This past June, the International Obesity Taskforce (IOTF) and the International Union of Nutritional Sciences (IUNS) held a meeting in Bellagio, Italy to discuss obesity prevention efforts in low and middle income countries.
Attendees at the conference included renowned nutrition experts Dr. Barry Popkin of the University of North Carolina at Chapel Hill (FYI: Dr. Popkin signed our Change.org petition) and Dr. Carlos Monteiro of Brazil, medical surgeon Dr. Simon Barquera of Mexico, and Dr. Susan Jebb (Head of Diet and Population Health at the Medical Research Council Human Nutrition Research unit — HNR — in Cambridge).
At this meeting, the 2013 Bellagio Declaration was drafted, which specifically highlights strategies to counter Big Food’s undermining of healthy food policies.
- “We from Africa, Asia, Europe, the Pacific and the Americas, met in Bellagio, Italy, in June 2013, under the auspices of the International Obesity Task Force and the International Union of Nutritional Sciences, to examine the trends in obesity, actions taken, and the barriers to achieving healthy food policies in Bangladesh, Brazil, Chile, China, India, Mexico, Singapore, South Africa, Thailand, and the Pacific Islands.

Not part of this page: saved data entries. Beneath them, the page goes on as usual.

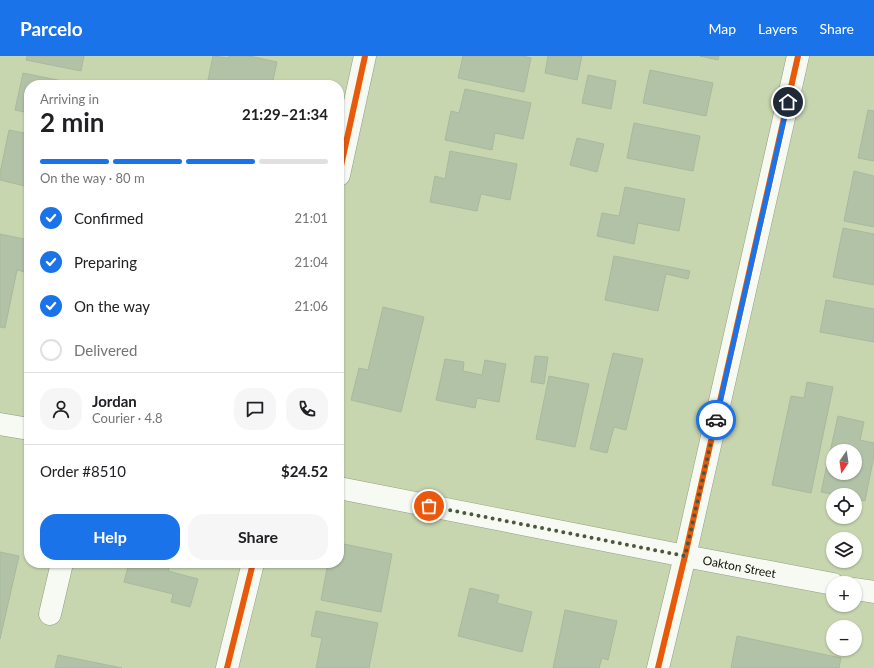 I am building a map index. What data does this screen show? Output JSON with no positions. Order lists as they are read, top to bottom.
{
  "streets": {
    "street": ["Oakton Street"]
  },
  "north": "bottom",
  "page": {
    "header": "Parcelo",
    "nav": ["Map", "Layers", "Share"],
    "heading": ["2 min", "Arriving in", "21:29–21:34"],
    "panel": [
      "Jordan",
      "Courier · 4.8",
      "Order #8510",
      "$24.52"
    ],
    "bar": "On the way · 80 m",
    "list": [
      ["Confirmed", "21:01"],
      ["Preparing", "21:04"],
      ["On the way", "21:06"],
      "Delivered"
    ],
    "map_buttons": ["+", "−"],
    "buttons": ["Help", "Share"]
  }
} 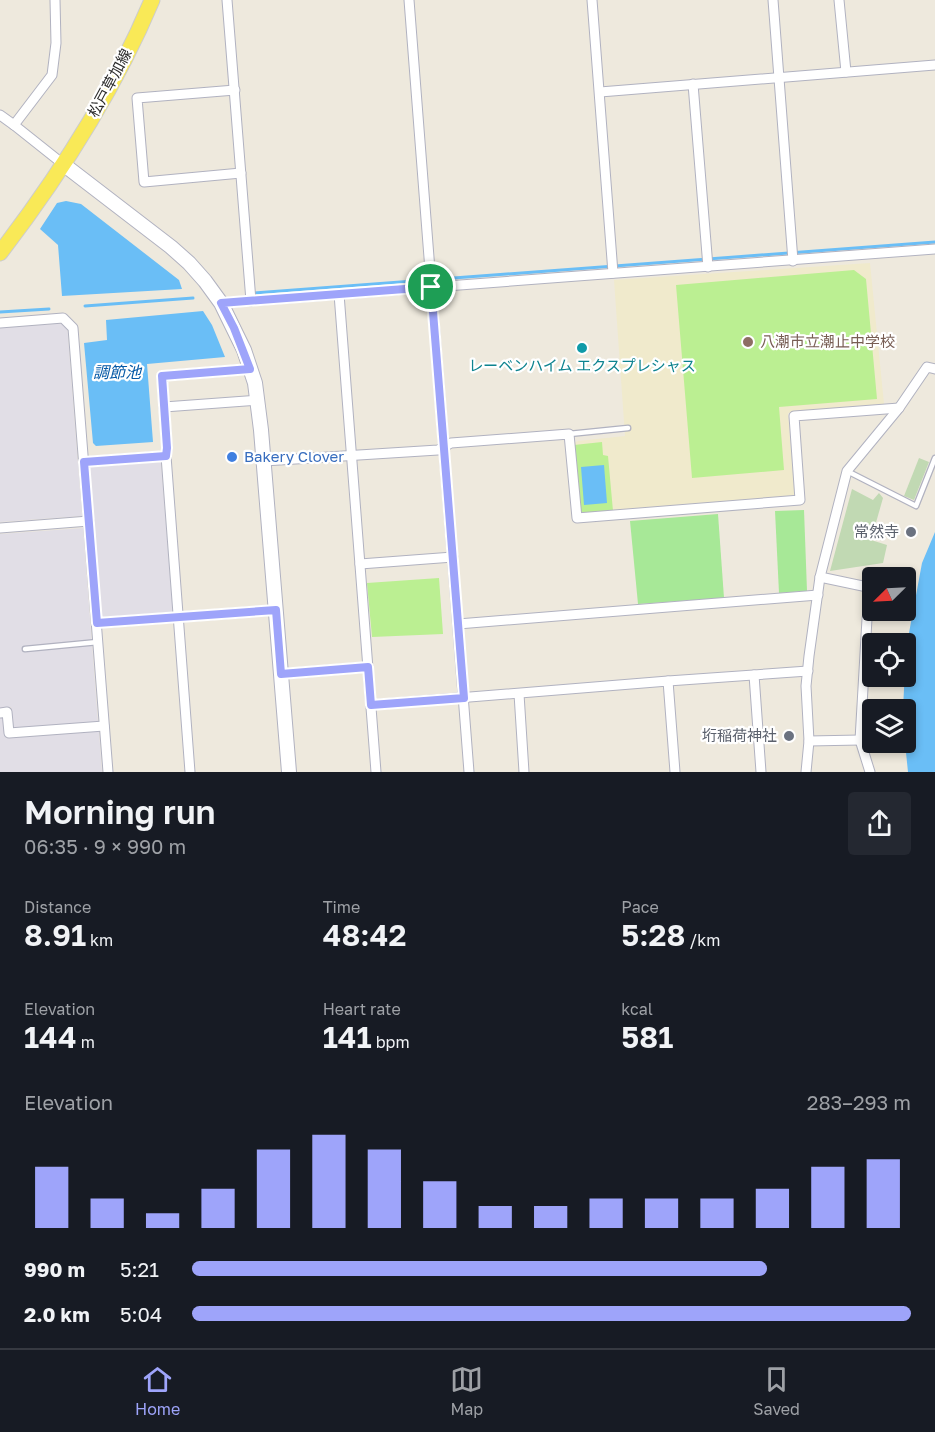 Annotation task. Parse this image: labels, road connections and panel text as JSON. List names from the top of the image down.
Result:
{
  "streets": {
    "main road": ["松戸草加線"]
  },
  "water": ["調節池"],
  "places": [
    "八潮市立潮止中学校",
    "レーベンハイム エクスプレシャス",
    "Bakery Clover",
    "常然寺",
    "垳稲荷神社"
  ],
  "north": "bottom left",
  "page": {
    "heading": ["Morning run", "06:35 · 9 × 990 m"],
    "stats": [
      ["Distance", "8.91 km"],
      ["Time", "48:42"],
      ["Pace", "5:28 /km"],
      ["Elevation", "144 m"],
      ["Heart rate", "141 bpm"],
      ["kcal", "581"]
    ],
    "chart": ["Elevation", "283–293 m"],
    "list": [
      {
        "name": "990 m",
        "note": "5:21"
      },
      {
        "name": "2.0 km",
        "note": "5:04"
      }
    ],
    "tabs": ["Home", "Map", "Saved"]
  }
}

- The influence of Big Food in preventing public policy initiatives was clearly outlined by Dr Margaret Chan, Director-General of World Health Organization: ‘Research has documented these tactics well. They include front groups, lobbies, promises of self-regulation, lawsuits, and industry-funded research that confuses the evidence and keeps the public in doubt. Tactics also include gifts, grants, and contributions to worthy causes that cast these industries as respectable corporate citizens in the eyes of politicians and the public. They include arguments that place the responsibility for harm to health on individuals, and portray government actions as interference in personal liberties and free choice.’”

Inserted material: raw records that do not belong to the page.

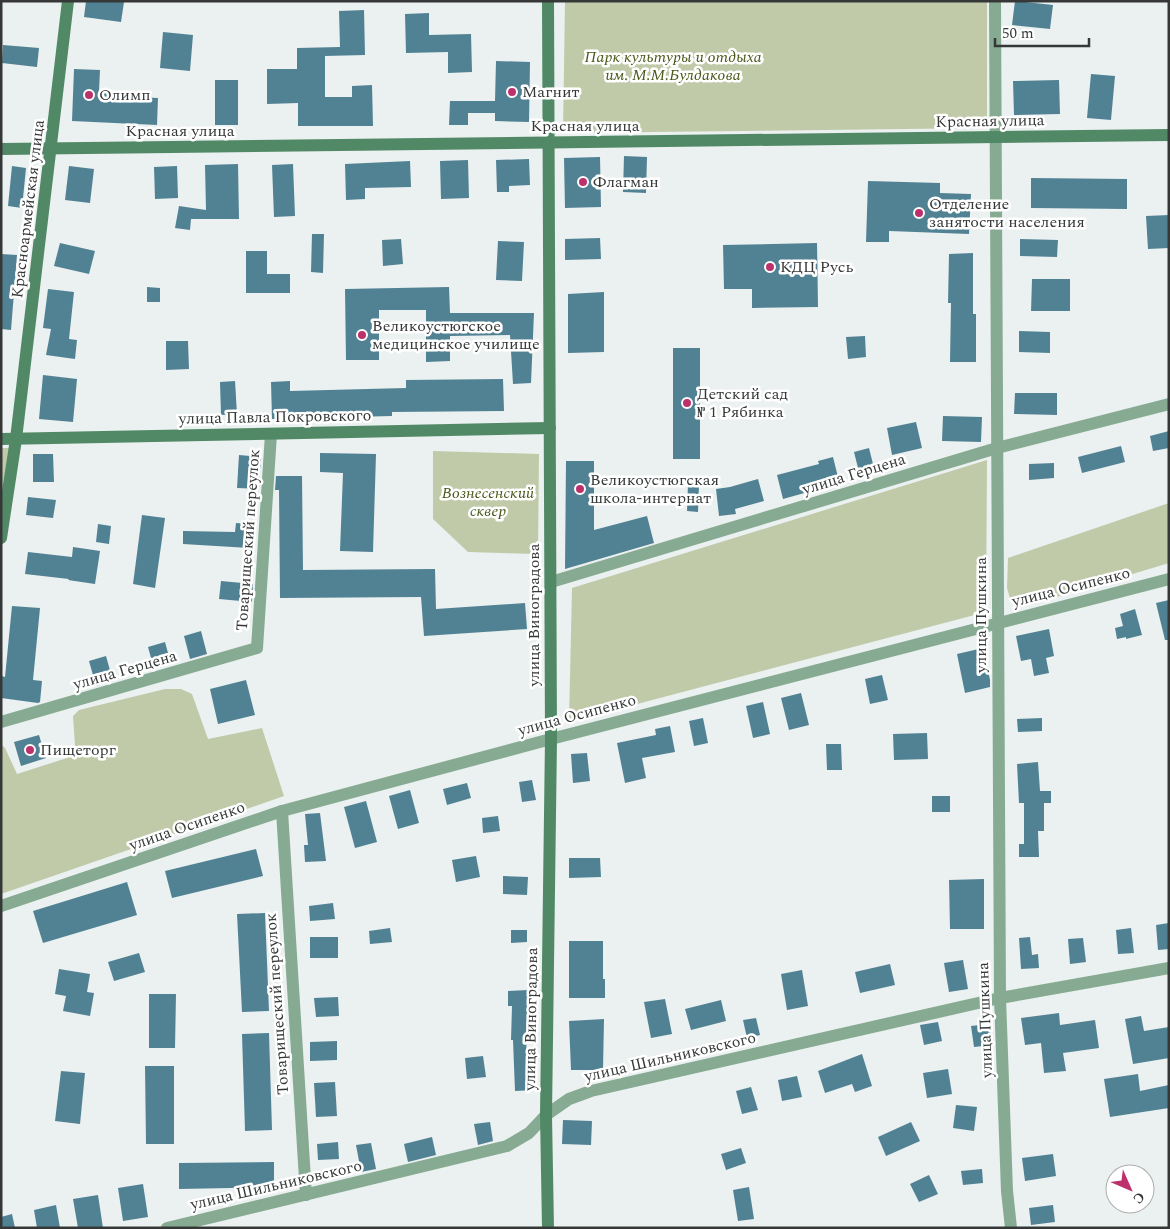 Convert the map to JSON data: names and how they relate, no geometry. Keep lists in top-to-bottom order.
{
  "streets": {
    "street": [
      "Красная улица",
      "Красноармейская улица",
      "улица Павла Покровского",
      "улица Герцена",
      "Товарищеский переулок",
      "улица Осипенко",
      "улица Виноградова",
      "улица Пушкина",
      "улица Шильниковского"
    ]
  },
  "crossings": [
    ["Красная улица", "Красноармейская улица"],
    ["Красная улица", "улица Виноградова"],
    ["Красная улица", "улица Пушкина"],
    ["Красноармейская улица", "улица Павла Покровского"],
    ["улица Павла Покровского", "Товарищеский переулок"],
    ["улица Павла Покровского", "улица Виноградова"],
    ["улица Герцена", "Товарищеский переулок"],
    ["улица Герцена", "улица Виноградова"],
    ["улица Герцена", "улица Пушкина"],
    ["Товарищеский переулок", "улица Осипенко"],
    ["Товарищеский переулок", "улица Шильниковского"],
    ["улица Осипенко", "улица Виноградова"],
    ["улица Осипенко", "улица Пушкина"],
    ["улица Виноградова", "улица Шильниковского"],
    ["улица Пушкина", "улица Шильниковского"]
  ],
  "parks": ["Парк культуры и отдыха им. М.М.Булдакова", "Вознесенский сквер"],
  "places": [
    "Магнит",
    "Олимп",
    "Флагман",
    "Отделение занятости населения",
    "КДЦ Русь",
    "Великоустюгское медицинское училище",
    "Детский сад № 1 Рябинка",
    "Великоустюгская школа-интернат",
    "Пищеторг"
  ],
  "scale_bar": "50 m",
  "north": "bottom right"
}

- * “The limitations of governments include: weak political structures; inadequate transparency, conflict of interest management and accountability in decision-making; low planning capacity; and a lack of willingness to protect public policy development from vested interests.”
- “This Bellagio Conference considered that the actions of Big Food have been the most significant force in blocking public health efforts to promote healthy food policies and reduce obesity in many parts of the world. It calls upon all sections of society to take specific actions to protect its citizens, especially children, and its healthy food environments from Big Food’s misuse of its corporate power to undermine healthy food policies.”
The Bellagio Declaration recommends that civil society organizations “strengthen public interest coalitions to support healthy food policies” and a “demand transparency from governments and serve as a watchdog on Big Food in relation to their impact on government activities.”
Undoubtedly, the issue of Big Food’s negative interference with health and nutrition issues has become a global concern that renowned experts are turning their attention to. Playing ostrich and pretending this is not a problem is no longer an option.